Print each line from the start of the records below up through the line where "width:90px; height:90px; fill:#fffc;" is found, exactly as given.

(Dataset entries)
━━━━━━━━━━━━━━━━

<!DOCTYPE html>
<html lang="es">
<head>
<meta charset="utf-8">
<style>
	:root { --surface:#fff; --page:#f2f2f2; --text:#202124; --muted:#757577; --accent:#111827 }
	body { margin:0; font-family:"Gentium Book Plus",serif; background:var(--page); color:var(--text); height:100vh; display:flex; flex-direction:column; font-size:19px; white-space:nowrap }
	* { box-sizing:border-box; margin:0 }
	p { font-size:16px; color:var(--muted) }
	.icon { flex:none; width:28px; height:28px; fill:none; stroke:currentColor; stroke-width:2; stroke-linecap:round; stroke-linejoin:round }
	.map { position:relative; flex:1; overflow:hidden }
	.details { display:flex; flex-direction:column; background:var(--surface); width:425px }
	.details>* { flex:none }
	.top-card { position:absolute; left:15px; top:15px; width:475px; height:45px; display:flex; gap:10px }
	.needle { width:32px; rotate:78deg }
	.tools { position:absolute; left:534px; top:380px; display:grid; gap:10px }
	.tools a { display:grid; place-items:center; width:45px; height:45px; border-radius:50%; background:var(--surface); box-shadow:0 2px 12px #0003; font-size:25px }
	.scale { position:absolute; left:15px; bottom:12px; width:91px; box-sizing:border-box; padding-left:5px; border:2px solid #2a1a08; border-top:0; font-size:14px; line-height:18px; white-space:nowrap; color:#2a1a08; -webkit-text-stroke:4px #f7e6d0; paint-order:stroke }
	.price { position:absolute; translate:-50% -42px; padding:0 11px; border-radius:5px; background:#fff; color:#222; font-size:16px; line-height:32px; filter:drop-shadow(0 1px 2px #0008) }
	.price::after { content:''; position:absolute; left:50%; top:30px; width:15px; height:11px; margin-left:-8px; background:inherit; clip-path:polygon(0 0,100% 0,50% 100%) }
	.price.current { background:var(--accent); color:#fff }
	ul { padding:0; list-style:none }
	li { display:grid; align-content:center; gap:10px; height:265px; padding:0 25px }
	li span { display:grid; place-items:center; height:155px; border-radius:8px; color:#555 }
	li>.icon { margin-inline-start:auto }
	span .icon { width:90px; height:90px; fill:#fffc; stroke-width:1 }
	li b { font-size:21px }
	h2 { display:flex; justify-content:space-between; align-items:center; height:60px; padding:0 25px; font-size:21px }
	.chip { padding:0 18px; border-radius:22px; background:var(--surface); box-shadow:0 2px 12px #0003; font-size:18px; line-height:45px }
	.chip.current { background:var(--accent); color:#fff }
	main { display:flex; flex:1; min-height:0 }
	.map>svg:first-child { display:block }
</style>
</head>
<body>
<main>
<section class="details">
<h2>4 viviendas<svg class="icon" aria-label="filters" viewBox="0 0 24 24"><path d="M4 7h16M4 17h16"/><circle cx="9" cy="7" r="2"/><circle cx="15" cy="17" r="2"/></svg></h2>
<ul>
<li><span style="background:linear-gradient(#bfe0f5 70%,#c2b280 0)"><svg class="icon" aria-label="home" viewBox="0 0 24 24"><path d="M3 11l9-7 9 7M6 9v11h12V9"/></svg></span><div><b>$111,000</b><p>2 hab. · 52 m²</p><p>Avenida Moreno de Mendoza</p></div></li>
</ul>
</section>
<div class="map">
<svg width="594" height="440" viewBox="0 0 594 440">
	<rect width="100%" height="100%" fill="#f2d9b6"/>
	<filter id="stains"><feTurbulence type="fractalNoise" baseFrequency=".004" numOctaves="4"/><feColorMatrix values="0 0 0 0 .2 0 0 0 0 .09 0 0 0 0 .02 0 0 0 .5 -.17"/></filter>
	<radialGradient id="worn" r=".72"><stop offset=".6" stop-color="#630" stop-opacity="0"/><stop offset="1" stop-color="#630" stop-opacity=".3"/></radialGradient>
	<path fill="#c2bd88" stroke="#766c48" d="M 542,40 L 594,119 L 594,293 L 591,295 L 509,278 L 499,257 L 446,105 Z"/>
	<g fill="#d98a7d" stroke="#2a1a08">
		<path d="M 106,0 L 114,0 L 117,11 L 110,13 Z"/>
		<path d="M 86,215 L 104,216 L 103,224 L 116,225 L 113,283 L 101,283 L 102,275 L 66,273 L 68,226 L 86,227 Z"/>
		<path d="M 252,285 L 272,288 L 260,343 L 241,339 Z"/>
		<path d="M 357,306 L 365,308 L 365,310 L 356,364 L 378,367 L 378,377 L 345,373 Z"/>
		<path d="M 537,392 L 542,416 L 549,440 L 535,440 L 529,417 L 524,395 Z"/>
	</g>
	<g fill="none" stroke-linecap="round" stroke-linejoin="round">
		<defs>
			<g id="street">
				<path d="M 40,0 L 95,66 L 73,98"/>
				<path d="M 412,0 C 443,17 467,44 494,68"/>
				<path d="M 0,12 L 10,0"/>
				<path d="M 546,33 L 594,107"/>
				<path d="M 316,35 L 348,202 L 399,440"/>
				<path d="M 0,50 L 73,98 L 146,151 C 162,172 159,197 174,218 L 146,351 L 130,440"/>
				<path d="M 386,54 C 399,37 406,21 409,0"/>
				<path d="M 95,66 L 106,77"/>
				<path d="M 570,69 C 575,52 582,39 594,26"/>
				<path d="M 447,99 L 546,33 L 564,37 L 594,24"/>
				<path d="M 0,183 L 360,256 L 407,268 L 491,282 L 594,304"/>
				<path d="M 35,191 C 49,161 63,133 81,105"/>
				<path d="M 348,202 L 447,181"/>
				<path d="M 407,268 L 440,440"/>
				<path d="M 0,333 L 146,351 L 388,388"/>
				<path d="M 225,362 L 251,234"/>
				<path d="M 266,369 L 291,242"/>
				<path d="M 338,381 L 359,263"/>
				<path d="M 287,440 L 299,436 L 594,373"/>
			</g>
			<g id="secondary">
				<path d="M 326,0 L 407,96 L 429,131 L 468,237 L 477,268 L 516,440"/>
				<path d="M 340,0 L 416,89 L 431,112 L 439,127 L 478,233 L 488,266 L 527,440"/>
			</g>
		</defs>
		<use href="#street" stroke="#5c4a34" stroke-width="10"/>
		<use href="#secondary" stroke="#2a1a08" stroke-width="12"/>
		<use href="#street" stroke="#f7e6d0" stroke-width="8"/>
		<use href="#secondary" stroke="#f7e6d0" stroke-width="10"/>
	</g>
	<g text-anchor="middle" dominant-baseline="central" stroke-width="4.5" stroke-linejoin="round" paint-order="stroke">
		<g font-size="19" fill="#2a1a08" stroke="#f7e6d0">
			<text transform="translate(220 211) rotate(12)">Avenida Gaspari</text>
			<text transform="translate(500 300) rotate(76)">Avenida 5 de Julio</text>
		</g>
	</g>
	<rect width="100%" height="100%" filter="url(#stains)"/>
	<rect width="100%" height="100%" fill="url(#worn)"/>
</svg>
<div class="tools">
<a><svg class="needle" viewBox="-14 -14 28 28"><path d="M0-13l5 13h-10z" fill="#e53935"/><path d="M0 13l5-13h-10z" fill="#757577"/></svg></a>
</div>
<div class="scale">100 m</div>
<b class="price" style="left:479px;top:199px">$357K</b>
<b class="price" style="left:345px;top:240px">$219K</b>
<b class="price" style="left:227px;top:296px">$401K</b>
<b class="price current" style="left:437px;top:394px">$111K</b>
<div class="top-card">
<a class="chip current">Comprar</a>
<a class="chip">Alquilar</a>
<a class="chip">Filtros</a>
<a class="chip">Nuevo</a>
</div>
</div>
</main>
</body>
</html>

━━━━━━━━━━━━━━━━

§ **Result of this exercise**:
<!DOCTYPE html>
<html lang="es">
<head>
<meta charset="utf-8">
<style>
	:root { --surface:#fff; --page:#f2f2f2; --text:#202124; --muted:#757577; --accent:#111827 }
	body { margin:0; font-family:"Gentium Book Plus",serif; background:var(--page); color:var(--text); height:100vh; display:flex; flex-direction:column; font-size:19px; white-space:nowrap }
	* { box-sizing:border-box; margin:0 }
	p { font-size:16px; color:var(--muted) }
	.icon { flex:none; width:28px; height:28px; fill:none; stroke:currentColor; stroke-width:2; stroke-linecap:round; stroke-linejoin:round }
	.map { position:relative; flex:1; overflow:hidden }
	.details { display:flex; flex-direction:column; background:var(--surface); width:425px }
	.details>* { flex:none }
	.top-card { position:absolute; left:15px; top:15px; width:475px; height:45px; display:flex; gap:10px }
	.needle { width:32px; rotate:78deg }
	.tools { position:absolute; left:534px; top:380px; display:grid; gap:10px }
	.tools a { display:grid; place-items:center; width:45px; height:45px; border-radius:50%; background:var(--surface); box-shadow:0 2px 12px #0003; font-size:25px }
	.scale { position:absolute; left:15px; bottom:12px; width:91px; box-sizing:border-box; padding-left:5px; border:2px solid #2a1a08; border-top:0; font-size:14px; line-height:18px; white-space:nowrap; color:#2a1a08; -webkit-text-stroke:4px #f7e6d0; paint-order:stroke }
	.price { position:absolute; translate:-50% -42px; padding:0 11px; border-radius:5px; background:#fff; color:#222; font-size:16px; line-height:32px; filter:drop-shadow(0 1px 2px #0008) }
	.price::after { content:''; position:absolute; left:50%; top:30px; width:15px; height:11px; margin-left:-8px; background:inherit; clip-path:polygon(0 0,100% 0,50% 100%) }
	.price.current { background:var(--accent); color:#fff }
	ul { padding:0; list-style:none }
	li { display:grid; align-content:center; gap:10px; height:265px; padding:0 25px }
	li span { display:grid; place-items:center; height:155px; border-radius:8px; color:#555 }
	li>.icon { margin-inline-start:auto }
	span .icon { width:90px; height:90px; fill:#fffc; stroke-width:1 }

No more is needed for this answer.